What you will do =>
Print the listing that follows, character for character.

===== Data section =====

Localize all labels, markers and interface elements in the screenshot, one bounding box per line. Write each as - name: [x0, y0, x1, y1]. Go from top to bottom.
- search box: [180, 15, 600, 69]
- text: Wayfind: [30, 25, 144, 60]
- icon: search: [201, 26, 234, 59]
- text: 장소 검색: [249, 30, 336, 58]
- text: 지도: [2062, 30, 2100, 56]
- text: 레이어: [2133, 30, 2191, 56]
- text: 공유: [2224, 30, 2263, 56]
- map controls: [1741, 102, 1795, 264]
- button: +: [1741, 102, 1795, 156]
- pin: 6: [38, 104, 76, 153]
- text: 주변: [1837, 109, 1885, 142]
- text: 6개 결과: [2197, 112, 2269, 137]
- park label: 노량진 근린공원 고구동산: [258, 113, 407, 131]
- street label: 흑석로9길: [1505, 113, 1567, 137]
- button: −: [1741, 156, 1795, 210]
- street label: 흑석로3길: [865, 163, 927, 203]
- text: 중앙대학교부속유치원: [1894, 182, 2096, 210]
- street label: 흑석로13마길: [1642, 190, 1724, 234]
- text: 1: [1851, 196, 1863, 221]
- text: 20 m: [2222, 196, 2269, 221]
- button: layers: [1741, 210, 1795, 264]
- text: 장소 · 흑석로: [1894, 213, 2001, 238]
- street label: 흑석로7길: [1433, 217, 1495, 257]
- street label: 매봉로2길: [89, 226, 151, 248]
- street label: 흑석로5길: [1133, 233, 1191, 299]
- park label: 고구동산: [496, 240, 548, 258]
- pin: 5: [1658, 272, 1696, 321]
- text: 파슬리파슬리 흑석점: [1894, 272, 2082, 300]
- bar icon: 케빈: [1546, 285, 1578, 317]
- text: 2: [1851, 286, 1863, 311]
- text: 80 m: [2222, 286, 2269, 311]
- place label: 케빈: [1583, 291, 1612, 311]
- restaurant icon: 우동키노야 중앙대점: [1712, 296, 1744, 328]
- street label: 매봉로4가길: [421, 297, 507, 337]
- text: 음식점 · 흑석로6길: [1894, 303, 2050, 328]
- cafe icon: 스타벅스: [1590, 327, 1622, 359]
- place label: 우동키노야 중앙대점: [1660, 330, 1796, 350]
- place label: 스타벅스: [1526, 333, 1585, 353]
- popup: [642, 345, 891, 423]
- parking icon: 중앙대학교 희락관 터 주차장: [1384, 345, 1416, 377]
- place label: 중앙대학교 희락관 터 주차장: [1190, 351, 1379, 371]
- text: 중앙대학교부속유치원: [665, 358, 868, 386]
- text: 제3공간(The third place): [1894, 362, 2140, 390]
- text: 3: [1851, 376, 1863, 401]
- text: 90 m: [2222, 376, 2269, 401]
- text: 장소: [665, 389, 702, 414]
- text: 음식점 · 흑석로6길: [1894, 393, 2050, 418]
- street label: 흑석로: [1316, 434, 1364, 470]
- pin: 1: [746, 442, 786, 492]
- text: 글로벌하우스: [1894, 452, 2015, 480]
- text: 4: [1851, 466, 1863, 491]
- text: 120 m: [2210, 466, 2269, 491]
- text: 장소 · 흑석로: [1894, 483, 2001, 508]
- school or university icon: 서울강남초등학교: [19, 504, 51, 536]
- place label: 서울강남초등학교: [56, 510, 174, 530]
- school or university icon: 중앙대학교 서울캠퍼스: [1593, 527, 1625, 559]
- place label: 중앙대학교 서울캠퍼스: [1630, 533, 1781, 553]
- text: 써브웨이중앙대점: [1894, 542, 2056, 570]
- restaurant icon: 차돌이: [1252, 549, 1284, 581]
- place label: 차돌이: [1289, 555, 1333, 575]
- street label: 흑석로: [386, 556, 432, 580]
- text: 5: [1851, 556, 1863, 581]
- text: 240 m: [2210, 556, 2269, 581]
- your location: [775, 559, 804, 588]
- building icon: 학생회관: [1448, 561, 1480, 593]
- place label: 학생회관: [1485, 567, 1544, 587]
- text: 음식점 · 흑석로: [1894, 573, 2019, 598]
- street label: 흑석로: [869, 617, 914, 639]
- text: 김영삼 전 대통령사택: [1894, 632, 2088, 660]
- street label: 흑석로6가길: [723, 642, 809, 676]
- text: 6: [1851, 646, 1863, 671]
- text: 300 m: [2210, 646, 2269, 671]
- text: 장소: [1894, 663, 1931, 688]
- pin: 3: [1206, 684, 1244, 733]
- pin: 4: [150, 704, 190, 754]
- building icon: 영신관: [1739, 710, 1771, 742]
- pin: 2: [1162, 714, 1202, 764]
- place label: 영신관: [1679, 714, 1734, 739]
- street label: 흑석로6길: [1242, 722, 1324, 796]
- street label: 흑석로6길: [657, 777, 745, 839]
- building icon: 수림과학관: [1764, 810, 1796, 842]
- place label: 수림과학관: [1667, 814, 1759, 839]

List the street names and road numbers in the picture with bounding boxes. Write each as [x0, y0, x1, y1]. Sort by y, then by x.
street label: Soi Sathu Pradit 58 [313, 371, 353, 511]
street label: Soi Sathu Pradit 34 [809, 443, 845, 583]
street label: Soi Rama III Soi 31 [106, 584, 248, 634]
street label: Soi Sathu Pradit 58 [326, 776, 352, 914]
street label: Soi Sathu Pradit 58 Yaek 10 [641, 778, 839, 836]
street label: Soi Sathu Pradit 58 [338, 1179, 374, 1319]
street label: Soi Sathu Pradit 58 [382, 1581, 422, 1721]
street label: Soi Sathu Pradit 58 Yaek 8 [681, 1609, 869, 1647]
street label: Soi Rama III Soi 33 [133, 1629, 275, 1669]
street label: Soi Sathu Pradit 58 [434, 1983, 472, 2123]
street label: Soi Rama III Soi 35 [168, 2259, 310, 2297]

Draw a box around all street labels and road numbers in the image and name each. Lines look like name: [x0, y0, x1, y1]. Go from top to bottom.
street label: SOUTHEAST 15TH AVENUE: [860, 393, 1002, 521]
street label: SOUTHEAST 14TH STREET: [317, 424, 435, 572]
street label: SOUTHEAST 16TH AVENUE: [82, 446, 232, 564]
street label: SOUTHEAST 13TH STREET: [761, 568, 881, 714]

=====

Reply to the task =>
Localize all labels, markers and interface elements in the screenshot, one bounding box per line. Write each as - name: [x0, y0, x1, y1]. Go from top to bottom.
- search box: [180, 15, 600, 69]
- text: Wayfind: [30, 25, 144, 60]
- icon: search: [201, 26, 234, 59]
- text: 장소 검색: [249, 30, 336, 58]
- text: 지도: [2062, 30, 2100, 56]
- text: 레이어: [2133, 30, 2191, 56]
- text: 공유: [2224, 30, 2263, 56]
- map controls: [1741, 102, 1795, 264]
- button: +: [1741, 102, 1795, 156]
- pin: 6: [38, 104, 76, 153]
- text: 주변: [1837, 109, 1885, 142]
- text: 6개 결과: [2197, 112, 2269, 137]
- park label: 노량진 근린공원 고구동산: [258, 113, 407, 131]
- street label: 흑석로9길: [1505, 113, 1567, 137]
- button: −: [1741, 156, 1795, 210]
- street label: 흑석로3길: [865, 163, 927, 203]
- text: 중앙대학교부속유치원: [1894, 182, 2096, 210]
- street label: 흑석로13마길: [1642, 190, 1724, 234]
- text: 1: [1851, 196, 1863, 221]
- text: 20 m: [2222, 196, 2269, 221]
- button: layers: [1741, 210, 1795, 264]
- text: 장소 · 흑석로: [1894, 213, 2001, 238]
- street label: 흑석로7길: [1433, 217, 1495, 257]
- street label: 매봉로2길: [89, 226, 151, 248]
- street label: 흑석로5길: [1133, 233, 1191, 299]
- park label: 고구동산: [496, 240, 548, 258]
- pin: 5: [1658, 272, 1696, 321]
- text: 파슬리파슬리 흑석점: [1894, 272, 2082, 300]
- bar icon: 케빈: [1546, 285, 1578, 317]
- text: 2: [1851, 286, 1863, 311]
- text: 80 m: [2222, 286, 2269, 311]
- place label: 케빈: [1583, 291, 1612, 311]
- restaurant icon: 우동키노야 중앙대점: [1712, 296, 1744, 328]
- street label: 매봉로4가길: [421, 297, 507, 337]
- text: 음식점 · 흑석로6길: [1894, 303, 2050, 328]
- cafe icon: 스타벅스: [1590, 327, 1622, 359]
- place label: 우동키노야 중앙대점: [1660, 330, 1796, 350]
- place label: 스타벅스: [1526, 333, 1585, 353]
- popup: [642, 345, 891, 423]
- parking icon: 중앙대학교 희락관 터 주차장: [1384, 345, 1416, 377]
- place label: 중앙대학교 희락관 터 주차장: [1190, 351, 1379, 371]
- text: 중앙대학교부속유치원: [665, 358, 868, 386]
- text: 제3공간(The third place): [1894, 362, 2140, 390]
- text: 3: [1851, 376, 1863, 401]
- text: 90 m: [2222, 376, 2269, 401]
- text: 장소: [665, 389, 702, 414]
- text: 음식점 · 흑석로6길: [1894, 393, 2050, 418]
- street label: 흑석로: [1316, 434, 1364, 470]
- pin: 1: [746, 442, 786, 492]
- text: 글로벌하우스: [1894, 452, 2015, 480]
- text: 4: [1851, 466, 1863, 491]
- text: 120 m: [2210, 466, 2269, 491]
- text: 장소 · 흑석로: [1894, 483, 2001, 508]
- school or university icon: 서울강남초등학교: [19, 504, 51, 536]
- place label: 서울강남초등학교: [56, 510, 174, 530]
- school or university icon: 중앙대학교 서울캠퍼스: [1593, 527, 1625, 559]
- place label: 중앙대학교 서울캠퍼스: [1630, 533, 1781, 553]
- text: 써브웨이중앙대점: [1894, 542, 2056, 570]
- restaurant icon: 차돌이: [1252, 549, 1284, 581]
- place label: 차돌이: [1289, 555, 1333, 575]
- street label: 흑석로: [386, 556, 432, 580]
- text: 5: [1851, 556, 1863, 581]
- text: 240 m: [2210, 556, 2269, 581]
- your location: [775, 559, 804, 588]
- building icon: 학생회관: [1448, 561, 1480, 593]
- place label: 학생회관: [1485, 567, 1544, 587]
- text: 음식점 · 흑석로: [1894, 573, 2019, 598]
- street label: 흑석로: [869, 617, 914, 639]
- text: 김영삼 전 대통령사택: [1894, 632, 2088, 660]
- street label: 흑석로6가길: [723, 642, 809, 676]
- text: 6: [1851, 646, 1863, 671]
- text: 300 m: [2210, 646, 2269, 671]
- text: 장소: [1894, 663, 1931, 688]
- pin: 3: [1206, 684, 1244, 733]
- pin: 4: [150, 704, 190, 754]
- building icon: 영신관: [1739, 710, 1771, 742]
- pin: 2: [1162, 714, 1202, 764]
- place label: 영신관: [1679, 714, 1734, 739]
- street label: 흑석로6길: [1242, 722, 1324, 796]
- street label: 흑석로6길: [657, 777, 745, 839]
- building icon: 수림과학관: [1764, 810, 1796, 842]
- place label: 수림과학관: [1667, 814, 1759, 839]

List the street names and road numbers in the picture with bounding boxes. Write each as [x0, y0, x1, y1]. Sort by y, then by x.
street label: Soi Sathu Pradit 58 [313, 371, 353, 511]
street label: Soi Sathu Pradit 34 [809, 443, 845, 583]
street label: Soi Rama III Soi 31 [106, 584, 248, 634]
street label: Soi Sathu Pradit 58 [326, 776, 352, 914]
street label: Soi Sathu Pradit 58 Yaek 10 [641, 778, 839, 836]
street label: Soi Sathu Pradit 58 [338, 1179, 374, 1319]
street label: Soi Sathu Pradit 58 [382, 1581, 422, 1721]
street label: Soi Sathu Pradit 58 Yaek 8 [681, 1609, 869, 1647]
street label: Soi Rama III Soi 33 [133, 1629, 275, 1669]
street label: Soi Sathu Pradit 58 [434, 1983, 472, 2123]
street label: Soi Rama III Soi 35 [168, 2259, 310, 2297]

Draw a box around all street labels and road numbers in the image and name each. Lines look like name: [x0, y0, x1, y1]. Go from top to bottom.
street label: SOUTHEAST 15TH AVENUE: [860, 393, 1002, 521]
street label: SOUTHEAST 14TH STREET: [317, 424, 435, 572]
street label: SOUTHEAST 16TH AVENUE: [82, 446, 232, 564]
street label: SOUTHEAST 13TH STREET: [761, 568, 881, 714]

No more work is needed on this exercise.